To do → Excluding any images, copy all of the lines below precisely as written.

Record excerpts →
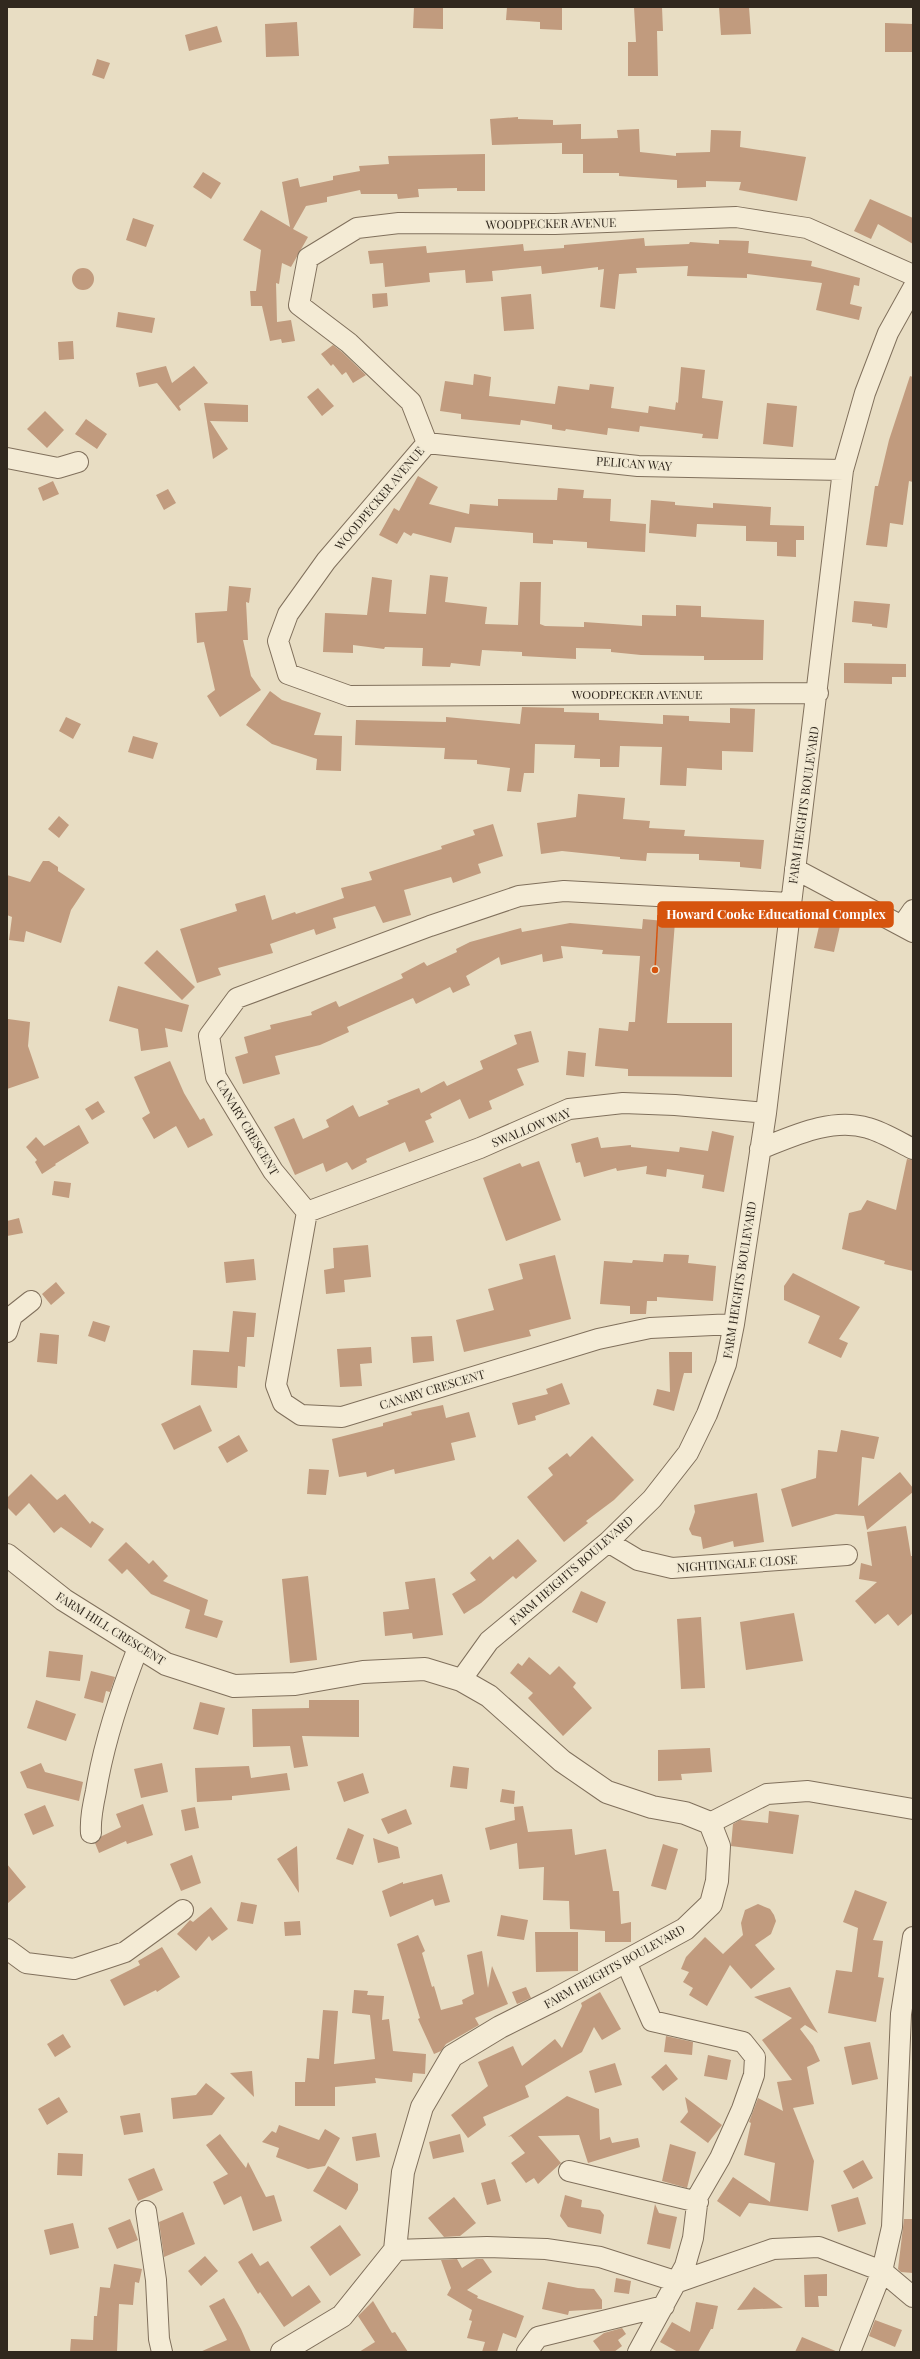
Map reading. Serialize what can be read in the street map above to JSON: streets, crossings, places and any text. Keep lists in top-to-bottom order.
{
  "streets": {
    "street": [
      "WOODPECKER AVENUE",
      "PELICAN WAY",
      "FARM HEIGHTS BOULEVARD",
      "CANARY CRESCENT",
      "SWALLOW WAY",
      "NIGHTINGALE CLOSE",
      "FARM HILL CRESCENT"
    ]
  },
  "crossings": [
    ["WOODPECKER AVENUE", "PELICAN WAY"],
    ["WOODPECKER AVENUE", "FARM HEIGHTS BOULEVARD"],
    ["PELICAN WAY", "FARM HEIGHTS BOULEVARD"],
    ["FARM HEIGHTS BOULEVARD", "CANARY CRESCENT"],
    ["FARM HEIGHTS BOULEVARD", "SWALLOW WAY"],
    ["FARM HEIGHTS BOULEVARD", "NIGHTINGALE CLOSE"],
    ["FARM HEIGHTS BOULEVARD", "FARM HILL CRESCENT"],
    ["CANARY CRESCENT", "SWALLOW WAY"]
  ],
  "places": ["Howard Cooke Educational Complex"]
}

Exercise response →
Map reading. Serialize what can be read in the street map above to JSON: streets, crossings, places and any text. Keep lists in top-to-bottom order.
{
  "streets": {
    "street": [
      "WOODPECKER AVENUE",
      "PELICAN WAY",
      "FARM HEIGHTS BOULEVARD",
      "CANARY CRESCENT",
      "SWALLOW WAY",
      "NIGHTINGALE CLOSE",
      "FARM HILL CRESCENT"
    ]
  },
  "crossings": [
    ["WOODPECKER AVENUE", "PELICAN WAY"],
    ["WOODPECKER AVENUE", "FARM HEIGHTS BOULEVARD"],
    ["PELICAN WAY", "FARM HEIGHTS BOULEVARD"],
    ["FARM HEIGHTS BOULEVARD", "CANARY CRESCENT"],
    ["FARM HEIGHTS BOULEVARD", "SWALLOW WAY"],
    ["FARM HEIGHTS BOULEVARD", "NIGHTINGALE CLOSE"],
    ["FARM HEIGHTS BOULEVARD", "FARM HILL CRESCENT"],
    ["CANARY CRESCENT", "SWALLOW WAY"]
  ],
  "places": ["Howard Cooke Educational Complex"]
}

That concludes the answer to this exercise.